Measuring reach: the metrics that really count
Anyone serious about TikTok marketing doesn't look at the follower count but at the metrics that reflect the algorithm's behaviour. Only these figures show whether your content really works – and where you should sharpen things up. The following overview puts the most important metrics into context:
| Metric | What it reveals | What to watch out for |
|---|---|---|
| Completion rate | What percentage watch the video to the end | Optimise hook and length |
| Watch time | Total viewing duration per view | Maintain the narrative arc |
| Shares & saves | Genuine value for viewers | Useful, shareable content |
| Profile views | Interest beyond the video | A clear profile & call to action |
It's important to look at these figures not in isolation but over time. A single weak video says little – a trend over two to three weeks, on the other hand, says a great deal. Professional TikTok marketing means looking at these numbers regularly and aligning your content strategy consistently with them.
Practical tip – the first three seconds decide: in TikTok marketing, optimise the completion rate first. If the opening seconds don't grab people, even the best middle section won't help. Test different hooks for the same topic and keep the one that holds people the longest.

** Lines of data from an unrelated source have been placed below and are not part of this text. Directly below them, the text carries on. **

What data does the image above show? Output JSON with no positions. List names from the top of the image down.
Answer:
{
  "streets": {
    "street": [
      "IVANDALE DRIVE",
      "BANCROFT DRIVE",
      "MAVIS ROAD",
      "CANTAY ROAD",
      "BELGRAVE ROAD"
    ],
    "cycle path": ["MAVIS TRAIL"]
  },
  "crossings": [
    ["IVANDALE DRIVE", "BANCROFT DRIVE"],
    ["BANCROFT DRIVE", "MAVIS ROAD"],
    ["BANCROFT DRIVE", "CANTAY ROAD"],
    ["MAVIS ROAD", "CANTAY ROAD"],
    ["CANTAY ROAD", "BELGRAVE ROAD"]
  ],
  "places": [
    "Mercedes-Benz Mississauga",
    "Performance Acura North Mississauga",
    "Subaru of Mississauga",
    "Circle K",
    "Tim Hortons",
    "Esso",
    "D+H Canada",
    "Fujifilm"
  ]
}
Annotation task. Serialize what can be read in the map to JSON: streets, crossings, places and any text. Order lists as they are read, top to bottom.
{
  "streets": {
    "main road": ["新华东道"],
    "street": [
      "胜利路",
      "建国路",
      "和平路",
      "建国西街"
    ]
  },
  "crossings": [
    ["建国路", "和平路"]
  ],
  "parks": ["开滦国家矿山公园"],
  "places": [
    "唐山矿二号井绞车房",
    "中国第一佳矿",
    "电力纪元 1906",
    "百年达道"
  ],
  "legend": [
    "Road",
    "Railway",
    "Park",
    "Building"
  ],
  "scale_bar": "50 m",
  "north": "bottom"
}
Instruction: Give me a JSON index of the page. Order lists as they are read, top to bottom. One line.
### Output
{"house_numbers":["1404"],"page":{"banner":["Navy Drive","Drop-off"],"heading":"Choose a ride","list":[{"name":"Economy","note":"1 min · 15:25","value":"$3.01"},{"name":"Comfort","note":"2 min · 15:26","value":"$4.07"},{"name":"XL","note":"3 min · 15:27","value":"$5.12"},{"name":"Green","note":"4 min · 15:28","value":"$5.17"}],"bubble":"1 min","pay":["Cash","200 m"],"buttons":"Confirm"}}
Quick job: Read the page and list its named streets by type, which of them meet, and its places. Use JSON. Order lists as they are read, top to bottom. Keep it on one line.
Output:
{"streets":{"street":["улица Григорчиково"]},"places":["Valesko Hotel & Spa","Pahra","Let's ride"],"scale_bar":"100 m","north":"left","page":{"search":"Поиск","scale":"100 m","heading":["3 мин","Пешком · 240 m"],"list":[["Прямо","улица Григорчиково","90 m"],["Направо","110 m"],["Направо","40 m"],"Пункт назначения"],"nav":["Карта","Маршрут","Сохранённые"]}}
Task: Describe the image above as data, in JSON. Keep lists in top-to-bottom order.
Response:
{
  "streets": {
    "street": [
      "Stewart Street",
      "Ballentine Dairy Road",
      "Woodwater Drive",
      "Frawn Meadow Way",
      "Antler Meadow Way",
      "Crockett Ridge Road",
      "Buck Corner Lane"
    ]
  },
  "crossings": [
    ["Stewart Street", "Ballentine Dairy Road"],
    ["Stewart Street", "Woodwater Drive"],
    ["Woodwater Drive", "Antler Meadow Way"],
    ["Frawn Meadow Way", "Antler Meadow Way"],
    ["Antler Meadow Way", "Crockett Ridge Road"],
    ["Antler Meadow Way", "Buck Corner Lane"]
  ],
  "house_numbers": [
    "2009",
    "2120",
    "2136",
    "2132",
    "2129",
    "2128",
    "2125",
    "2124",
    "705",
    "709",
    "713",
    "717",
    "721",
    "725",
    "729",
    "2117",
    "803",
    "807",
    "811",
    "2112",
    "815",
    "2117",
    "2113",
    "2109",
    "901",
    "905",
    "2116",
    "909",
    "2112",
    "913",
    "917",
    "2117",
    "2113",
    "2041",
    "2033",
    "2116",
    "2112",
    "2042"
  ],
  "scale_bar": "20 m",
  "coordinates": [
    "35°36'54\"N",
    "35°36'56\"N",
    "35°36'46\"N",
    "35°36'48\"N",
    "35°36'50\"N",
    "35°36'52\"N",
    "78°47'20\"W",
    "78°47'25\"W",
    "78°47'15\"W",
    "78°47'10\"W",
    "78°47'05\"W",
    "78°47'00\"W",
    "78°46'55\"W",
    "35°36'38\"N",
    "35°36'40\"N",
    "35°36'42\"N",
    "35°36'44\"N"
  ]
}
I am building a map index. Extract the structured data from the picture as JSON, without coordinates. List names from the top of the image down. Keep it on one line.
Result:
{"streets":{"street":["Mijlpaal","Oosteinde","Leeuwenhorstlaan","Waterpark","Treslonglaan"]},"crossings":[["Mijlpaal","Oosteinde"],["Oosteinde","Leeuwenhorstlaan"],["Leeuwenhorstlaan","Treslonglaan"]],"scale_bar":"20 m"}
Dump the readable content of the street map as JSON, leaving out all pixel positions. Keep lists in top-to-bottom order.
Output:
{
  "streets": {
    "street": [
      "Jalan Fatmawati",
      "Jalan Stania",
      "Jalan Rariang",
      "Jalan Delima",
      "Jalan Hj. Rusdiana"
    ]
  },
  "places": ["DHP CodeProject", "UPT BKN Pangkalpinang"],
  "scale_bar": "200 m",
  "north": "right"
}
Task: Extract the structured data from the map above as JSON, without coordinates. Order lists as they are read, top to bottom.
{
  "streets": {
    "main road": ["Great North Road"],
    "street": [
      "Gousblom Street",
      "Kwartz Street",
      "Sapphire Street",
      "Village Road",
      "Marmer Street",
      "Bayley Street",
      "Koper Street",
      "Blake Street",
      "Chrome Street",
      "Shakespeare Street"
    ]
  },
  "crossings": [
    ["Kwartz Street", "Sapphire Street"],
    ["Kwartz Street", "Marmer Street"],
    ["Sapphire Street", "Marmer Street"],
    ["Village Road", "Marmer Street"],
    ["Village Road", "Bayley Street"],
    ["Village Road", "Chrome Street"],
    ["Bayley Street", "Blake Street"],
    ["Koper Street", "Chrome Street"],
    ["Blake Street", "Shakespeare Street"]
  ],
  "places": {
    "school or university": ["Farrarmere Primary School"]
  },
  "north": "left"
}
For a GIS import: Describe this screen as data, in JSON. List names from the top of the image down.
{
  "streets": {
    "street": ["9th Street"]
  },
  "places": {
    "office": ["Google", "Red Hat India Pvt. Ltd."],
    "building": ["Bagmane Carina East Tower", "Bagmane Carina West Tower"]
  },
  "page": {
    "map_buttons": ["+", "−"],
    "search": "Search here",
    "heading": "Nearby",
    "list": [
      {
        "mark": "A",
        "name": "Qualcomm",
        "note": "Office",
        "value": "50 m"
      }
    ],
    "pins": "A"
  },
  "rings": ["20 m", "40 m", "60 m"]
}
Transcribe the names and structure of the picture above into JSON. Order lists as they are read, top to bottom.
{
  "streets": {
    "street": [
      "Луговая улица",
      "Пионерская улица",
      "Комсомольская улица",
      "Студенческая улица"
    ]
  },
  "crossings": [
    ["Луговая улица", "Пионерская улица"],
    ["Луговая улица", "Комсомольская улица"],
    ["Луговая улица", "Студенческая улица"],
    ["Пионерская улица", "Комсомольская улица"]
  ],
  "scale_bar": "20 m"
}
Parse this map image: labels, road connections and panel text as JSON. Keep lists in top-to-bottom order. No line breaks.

Conclusion: TikTok marketing is craft, not luck
Successful TikTok marketing rests on a few principles applied consistently: understand the algorithm, maximise the completion rate with strong hooks, balance your content pillars, adapt trends cleverly and translate reach into revenue. Those who put these building blocks together systematically and stick with it over weeks turn the supposed game of chance into a predictable growth system – and that is exactly the core of professional TikTok marketing.
Frequently asked questions about TikTok marketing
How does TikTok marketing work for beginners?
Successful TikTok marketing starts with a clear niche, a strong hook in the first second and consistent publishing. Beginners should post regularly, pick up native trends and optimise every video for a high completion rate.
How often should you post?
For predictable growth, a frequency of one to three videos per day has proven effective. More important than sheer quantity, however, is consistency over weeks and the quality of the hook.
Is TikTok marketing worthwhile for small brands too?
Yes. TikTok distributes reach more independently of follower count than other platforms. Even small accounts can reach many people with a good video, because the algorithm primarily judges the quality of the content.
Do I need expensive equipment?
No. A current smartphone, good daylight and clear audio are enough to get started. In TikTok marketing, the content and the hook matter far more than the camera.